**Data provided:**
◆ ◆ ◆ ◆
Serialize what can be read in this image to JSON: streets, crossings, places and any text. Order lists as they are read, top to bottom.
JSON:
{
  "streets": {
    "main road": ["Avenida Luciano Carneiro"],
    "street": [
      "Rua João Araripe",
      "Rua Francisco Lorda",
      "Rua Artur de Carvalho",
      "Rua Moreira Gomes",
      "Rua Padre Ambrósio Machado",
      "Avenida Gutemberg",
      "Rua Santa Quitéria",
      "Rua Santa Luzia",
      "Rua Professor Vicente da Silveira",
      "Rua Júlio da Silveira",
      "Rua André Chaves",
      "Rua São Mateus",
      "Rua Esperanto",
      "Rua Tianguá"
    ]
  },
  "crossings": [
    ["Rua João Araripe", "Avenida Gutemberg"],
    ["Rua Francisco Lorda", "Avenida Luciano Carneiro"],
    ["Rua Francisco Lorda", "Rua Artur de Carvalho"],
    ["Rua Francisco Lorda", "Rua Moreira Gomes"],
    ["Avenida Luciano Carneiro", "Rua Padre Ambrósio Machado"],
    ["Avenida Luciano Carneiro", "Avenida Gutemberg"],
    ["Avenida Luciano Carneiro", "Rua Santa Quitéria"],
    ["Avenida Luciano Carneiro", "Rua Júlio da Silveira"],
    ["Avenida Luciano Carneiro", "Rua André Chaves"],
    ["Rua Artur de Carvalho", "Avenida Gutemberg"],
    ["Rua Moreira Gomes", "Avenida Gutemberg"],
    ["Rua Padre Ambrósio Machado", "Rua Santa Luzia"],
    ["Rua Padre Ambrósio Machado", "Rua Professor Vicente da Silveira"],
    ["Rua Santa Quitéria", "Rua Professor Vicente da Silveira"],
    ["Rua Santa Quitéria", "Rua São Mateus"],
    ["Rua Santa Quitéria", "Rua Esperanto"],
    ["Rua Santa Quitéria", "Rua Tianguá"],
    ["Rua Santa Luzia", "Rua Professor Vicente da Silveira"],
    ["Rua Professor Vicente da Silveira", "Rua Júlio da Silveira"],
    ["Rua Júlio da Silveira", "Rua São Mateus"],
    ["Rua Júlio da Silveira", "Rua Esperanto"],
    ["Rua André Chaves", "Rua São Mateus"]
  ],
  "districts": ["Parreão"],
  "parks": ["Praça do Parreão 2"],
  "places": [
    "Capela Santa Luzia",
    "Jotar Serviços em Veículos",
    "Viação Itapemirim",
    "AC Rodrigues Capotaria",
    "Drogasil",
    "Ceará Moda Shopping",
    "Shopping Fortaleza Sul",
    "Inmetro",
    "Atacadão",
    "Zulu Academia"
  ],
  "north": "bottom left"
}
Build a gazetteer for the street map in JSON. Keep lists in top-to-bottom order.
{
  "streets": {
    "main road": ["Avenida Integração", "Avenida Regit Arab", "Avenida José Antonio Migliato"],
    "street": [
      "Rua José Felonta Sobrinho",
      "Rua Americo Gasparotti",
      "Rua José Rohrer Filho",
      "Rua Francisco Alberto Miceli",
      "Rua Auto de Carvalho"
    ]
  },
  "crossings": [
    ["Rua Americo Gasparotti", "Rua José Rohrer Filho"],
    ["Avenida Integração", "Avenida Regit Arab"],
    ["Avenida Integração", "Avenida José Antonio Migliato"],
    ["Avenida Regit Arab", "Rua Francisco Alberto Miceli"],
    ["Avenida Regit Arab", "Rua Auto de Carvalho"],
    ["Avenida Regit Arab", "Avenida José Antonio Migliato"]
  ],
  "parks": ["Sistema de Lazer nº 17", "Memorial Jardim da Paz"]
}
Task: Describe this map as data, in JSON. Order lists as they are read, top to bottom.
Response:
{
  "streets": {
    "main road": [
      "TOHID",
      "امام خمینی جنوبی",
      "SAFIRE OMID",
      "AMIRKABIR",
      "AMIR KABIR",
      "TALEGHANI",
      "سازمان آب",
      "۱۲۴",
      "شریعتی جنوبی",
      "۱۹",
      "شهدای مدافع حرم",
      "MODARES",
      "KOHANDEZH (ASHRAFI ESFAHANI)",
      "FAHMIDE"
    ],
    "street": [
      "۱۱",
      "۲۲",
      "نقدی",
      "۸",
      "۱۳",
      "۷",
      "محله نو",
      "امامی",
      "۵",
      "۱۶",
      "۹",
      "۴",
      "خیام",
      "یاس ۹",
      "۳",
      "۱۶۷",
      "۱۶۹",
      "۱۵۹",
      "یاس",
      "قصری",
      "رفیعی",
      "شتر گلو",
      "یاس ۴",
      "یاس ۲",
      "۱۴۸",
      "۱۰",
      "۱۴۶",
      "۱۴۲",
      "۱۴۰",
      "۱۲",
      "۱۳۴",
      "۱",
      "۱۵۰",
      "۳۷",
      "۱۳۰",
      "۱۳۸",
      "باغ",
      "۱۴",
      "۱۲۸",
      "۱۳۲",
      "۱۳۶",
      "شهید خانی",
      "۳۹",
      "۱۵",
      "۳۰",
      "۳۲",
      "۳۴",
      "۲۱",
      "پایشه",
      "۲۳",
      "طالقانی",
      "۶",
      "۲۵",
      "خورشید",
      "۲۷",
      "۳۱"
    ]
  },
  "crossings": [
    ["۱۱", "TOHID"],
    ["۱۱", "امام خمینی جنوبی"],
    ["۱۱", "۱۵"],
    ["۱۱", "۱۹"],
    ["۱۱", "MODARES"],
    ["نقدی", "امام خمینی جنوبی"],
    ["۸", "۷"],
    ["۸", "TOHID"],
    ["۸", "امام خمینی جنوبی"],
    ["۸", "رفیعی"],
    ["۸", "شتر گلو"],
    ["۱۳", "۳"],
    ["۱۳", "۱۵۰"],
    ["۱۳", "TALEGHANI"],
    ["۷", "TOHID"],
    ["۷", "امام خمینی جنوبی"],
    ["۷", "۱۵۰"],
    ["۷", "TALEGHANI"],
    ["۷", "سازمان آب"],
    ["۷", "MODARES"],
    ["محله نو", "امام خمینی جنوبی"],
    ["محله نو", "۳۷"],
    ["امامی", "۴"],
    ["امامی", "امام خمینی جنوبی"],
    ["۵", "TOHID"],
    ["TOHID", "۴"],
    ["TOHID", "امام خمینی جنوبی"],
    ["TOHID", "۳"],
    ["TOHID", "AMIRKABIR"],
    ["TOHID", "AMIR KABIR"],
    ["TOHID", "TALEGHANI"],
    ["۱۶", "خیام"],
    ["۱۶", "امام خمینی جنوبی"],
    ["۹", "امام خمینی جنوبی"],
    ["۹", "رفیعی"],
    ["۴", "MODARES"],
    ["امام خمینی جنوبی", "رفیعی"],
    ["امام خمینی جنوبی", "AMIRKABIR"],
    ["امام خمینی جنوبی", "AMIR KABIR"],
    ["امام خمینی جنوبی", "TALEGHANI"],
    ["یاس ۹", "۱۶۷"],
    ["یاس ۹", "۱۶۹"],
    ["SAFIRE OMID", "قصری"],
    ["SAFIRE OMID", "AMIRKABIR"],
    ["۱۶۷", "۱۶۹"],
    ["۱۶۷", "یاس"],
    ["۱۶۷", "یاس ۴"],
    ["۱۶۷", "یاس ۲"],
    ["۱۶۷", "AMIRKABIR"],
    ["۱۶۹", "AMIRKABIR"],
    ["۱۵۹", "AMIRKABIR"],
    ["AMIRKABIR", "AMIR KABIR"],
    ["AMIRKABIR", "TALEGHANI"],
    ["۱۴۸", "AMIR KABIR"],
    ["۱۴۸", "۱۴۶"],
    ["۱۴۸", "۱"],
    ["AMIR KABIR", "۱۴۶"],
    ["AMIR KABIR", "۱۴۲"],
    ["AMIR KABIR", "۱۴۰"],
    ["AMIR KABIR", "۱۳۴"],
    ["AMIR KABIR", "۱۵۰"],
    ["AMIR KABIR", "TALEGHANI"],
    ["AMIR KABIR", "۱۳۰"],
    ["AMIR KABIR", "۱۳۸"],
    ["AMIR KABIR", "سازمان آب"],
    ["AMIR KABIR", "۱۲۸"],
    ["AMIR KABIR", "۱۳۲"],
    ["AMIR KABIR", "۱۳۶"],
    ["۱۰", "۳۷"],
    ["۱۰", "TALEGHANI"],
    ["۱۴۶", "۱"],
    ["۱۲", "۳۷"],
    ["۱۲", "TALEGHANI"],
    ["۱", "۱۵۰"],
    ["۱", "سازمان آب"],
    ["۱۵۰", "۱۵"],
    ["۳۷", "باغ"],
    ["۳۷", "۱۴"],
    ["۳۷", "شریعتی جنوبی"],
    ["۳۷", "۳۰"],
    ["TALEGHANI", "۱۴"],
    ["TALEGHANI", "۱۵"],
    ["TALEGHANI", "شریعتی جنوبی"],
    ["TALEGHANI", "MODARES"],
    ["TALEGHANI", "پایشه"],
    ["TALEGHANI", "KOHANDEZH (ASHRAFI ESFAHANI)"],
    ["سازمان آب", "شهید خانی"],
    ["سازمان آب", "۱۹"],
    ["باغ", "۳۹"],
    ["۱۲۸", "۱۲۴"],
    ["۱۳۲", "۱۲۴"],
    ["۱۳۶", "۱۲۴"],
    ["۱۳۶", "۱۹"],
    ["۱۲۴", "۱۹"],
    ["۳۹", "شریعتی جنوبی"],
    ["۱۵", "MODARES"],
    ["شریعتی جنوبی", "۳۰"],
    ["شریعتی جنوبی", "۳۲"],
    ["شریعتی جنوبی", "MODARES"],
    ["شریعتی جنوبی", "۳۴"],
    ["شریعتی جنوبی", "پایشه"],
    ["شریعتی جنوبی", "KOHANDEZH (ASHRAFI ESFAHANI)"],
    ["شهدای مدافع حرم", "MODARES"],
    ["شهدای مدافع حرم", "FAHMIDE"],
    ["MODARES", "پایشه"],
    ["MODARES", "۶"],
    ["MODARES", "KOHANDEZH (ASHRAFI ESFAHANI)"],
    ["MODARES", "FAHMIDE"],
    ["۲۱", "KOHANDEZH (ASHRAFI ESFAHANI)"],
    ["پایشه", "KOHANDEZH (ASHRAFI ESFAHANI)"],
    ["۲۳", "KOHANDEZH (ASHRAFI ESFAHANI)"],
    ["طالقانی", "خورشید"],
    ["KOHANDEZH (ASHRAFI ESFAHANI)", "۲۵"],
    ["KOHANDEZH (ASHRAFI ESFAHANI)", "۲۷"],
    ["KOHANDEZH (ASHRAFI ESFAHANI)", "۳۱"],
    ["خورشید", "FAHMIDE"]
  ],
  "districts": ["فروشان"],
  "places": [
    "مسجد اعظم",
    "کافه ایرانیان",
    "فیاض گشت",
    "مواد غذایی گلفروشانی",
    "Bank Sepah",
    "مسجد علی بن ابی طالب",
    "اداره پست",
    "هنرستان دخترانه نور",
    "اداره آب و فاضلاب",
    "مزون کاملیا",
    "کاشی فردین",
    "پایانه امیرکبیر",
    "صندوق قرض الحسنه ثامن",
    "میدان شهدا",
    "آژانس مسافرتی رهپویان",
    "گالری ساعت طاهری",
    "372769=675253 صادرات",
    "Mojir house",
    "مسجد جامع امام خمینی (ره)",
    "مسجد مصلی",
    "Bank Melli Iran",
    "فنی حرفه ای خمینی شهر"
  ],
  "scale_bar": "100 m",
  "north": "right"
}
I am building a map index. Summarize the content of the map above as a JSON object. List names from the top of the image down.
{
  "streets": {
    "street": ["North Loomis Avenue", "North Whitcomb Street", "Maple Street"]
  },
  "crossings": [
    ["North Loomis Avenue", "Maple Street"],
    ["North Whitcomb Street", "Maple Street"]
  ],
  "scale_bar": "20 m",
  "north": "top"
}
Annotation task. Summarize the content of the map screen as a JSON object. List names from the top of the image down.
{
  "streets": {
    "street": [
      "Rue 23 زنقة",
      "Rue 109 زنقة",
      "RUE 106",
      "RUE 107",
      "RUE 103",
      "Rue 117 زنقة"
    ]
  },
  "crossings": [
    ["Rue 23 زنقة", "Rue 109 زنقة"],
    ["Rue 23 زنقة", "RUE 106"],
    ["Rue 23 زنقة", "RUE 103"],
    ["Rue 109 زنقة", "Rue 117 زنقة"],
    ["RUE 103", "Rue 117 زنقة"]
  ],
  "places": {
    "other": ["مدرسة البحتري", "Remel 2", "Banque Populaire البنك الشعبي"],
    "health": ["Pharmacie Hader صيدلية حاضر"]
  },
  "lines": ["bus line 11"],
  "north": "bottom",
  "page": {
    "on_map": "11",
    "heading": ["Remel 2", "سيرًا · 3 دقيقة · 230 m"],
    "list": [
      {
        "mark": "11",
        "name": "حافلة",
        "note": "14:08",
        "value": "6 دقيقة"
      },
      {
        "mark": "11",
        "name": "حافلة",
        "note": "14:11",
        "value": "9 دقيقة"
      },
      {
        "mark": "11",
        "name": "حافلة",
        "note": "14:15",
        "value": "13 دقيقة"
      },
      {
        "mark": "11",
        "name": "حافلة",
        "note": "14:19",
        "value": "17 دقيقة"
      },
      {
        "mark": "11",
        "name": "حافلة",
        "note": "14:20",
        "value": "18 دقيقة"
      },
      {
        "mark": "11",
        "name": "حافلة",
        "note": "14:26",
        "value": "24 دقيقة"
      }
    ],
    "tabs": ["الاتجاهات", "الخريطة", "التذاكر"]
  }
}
◆ ◆ ◆ ◆
**Activity:** Whenever "Remel" occurs in a line above, copy that line.

**Problem solution:**
    "other": ["مدرسة البحتري", "Remel 2", "Banque Populaire البنك الشعبي"],
    "heading": ["Remel 2", "سيرًا · 3 دقيقة · 230 m"],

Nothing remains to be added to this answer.